### PROBLEM DETAILS
Every line that contains "function" must be located and copied from the data.
========
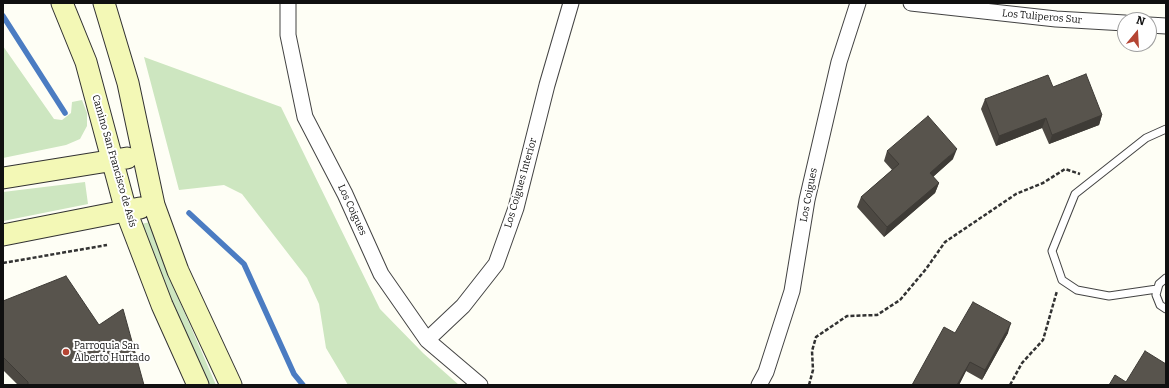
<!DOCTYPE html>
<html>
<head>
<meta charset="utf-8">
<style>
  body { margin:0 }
  #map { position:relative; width:1169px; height:388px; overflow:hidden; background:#fefef5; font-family:Bitter,serif }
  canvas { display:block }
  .frame { position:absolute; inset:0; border:4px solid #101010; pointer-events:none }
  .north { position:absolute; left:1117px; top:12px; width:40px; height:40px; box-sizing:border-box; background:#fff; border:1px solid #9f9f9f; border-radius:50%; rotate:18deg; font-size:11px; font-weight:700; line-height:16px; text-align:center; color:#101010 }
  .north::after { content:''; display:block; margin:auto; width:14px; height:18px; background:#b54534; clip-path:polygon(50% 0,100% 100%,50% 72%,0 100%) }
</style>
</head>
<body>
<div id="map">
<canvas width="1169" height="388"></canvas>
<div class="frame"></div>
<div class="north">N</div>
</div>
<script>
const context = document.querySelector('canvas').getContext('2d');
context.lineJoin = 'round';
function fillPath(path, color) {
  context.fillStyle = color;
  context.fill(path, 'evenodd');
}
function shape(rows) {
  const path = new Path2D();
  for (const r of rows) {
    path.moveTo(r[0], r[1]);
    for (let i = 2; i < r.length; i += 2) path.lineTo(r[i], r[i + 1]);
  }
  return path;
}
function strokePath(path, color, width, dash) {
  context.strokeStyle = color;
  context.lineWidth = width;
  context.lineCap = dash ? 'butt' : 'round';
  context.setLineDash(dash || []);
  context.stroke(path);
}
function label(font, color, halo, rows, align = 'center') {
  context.font = font + ' Bitter,serif';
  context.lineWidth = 4;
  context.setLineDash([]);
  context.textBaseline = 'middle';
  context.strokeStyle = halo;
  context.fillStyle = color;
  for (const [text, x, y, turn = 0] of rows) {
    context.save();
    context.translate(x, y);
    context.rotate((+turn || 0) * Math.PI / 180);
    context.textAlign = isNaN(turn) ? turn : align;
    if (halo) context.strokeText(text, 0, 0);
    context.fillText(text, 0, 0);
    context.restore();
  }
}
fillPath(shape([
  [3,46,54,119,62,120,71,113,72,102,82,100,87,113,87,126,80,139,66,145,3,158],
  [144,57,281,107,380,309,423,353,459,385,348,385,326,348,319,304,307,278,242,194,224,185,179,190],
  [85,182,88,204,3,221,3,192],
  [150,222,167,272,216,385,209,385,170,299,141,224]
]), '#cde6c0');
strokePath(shape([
  [3,16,65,113],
  [189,213,244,264,294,374,303,385]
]), '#4b7cc2', 5.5);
const lane = shape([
  [1166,278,1159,284,1156,295,1160,305,1166,309],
  [1157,289,1109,296,1077,290,1062,280,1052,251,1075,194,1146,138,1166,129]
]);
const street = shape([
  [288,3,288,35,305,117,345,194,381,274,427,340,480,385],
  [911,3,1056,19,1125,23],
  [1149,25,1166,26],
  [427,340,463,306,496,264,516,208,547,85,571,3],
  [759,385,766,372,792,291,807,200,839,62,858,3]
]);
const secondary = shape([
  [62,3,86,62,126,211,162,305,198,385],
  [104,3,128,83,154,205,178,271,231,385],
  [3,178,127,158],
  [3,235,140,208]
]);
strokePath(lane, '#434343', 9);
strokePath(street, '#434343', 17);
strokePath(secondary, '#323232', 23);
strokePath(shape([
  [3,263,107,245],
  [809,385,813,370,812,351,816,337,847,316,877,315,900,300,926,269,945,242,1016,194,1043,183,1065,169,1080,174],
  [1010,385,1022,363,1043,340,1057,291]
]), '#323232', 2.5, [4, 2]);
strokePath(lane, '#fff', 7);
strokePath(street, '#fff', 15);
strokePath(secondary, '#f3f8b6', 21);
fillPath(shape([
  [1053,87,1102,115,1099,125,1049,144,1042,128,996,146,981,109,985,99],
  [887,151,953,159,933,177,939,183,935,193,884,237,857,207,861,197,892,170,884,161],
  [3,301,99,325,144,385,18,385,3,370],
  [955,333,1008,333,982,380,966,371,959,385,912,385]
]), '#4c4842');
fillPath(shape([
  [1102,115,1099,125,1049,144,1052,135],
  [1046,118,1042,128,996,146,999,136],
  [957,149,953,159,926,183,930,173],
  [939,183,935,193,884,237,887,227],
  [1011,323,1008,333,982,380,985,370],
  [970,362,966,371,959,385,957,385]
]), '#3e3b36');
const building = shape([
  [1086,74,1102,115,1052,135,1046,118,999,136,985,99,1048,75,1053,87,1086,74],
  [928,116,957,149,930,173,939,183,887,227,861,197,899,164,887,151,928,116],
  [66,276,99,325,123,309,144,385,28,385,28,382,3,357,3,301,66,276],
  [973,302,1011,323,985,370,970,362,957,385,912,385,944,327,955,333,973,302],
  [1145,351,1166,364,1166,385,1109,385,1115,375,1126,382,1145,351]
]);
fillPath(building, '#58544d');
strokePath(building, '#3e3b36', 1);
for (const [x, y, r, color] of [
  [66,352,4,"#b54534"]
]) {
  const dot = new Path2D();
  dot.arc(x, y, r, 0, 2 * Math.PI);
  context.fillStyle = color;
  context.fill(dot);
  strokePath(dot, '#fff', 1.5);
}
label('10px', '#101010', '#fff', [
  ["Los Tuliperos Sur",1042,17,5],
  ["Camino San Francisco de Asís",114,161,74],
  ["Los Coigues Interior",521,183,-74],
  ["Los Coigues",809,195,-79],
  ["Los Coigues",352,210,65]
]);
label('10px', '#101010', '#fff', [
  ["Parroquia San",74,346],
  ["Alberto Hurtado",74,358]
], 'left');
</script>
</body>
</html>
========
### SOLUTION TO THE EXERCISE
function fillPath(path, color) {
function shape(rows) {
function strokePath(path, color, width, dash) {
function label(font, color, halo, rows, align = 'center') {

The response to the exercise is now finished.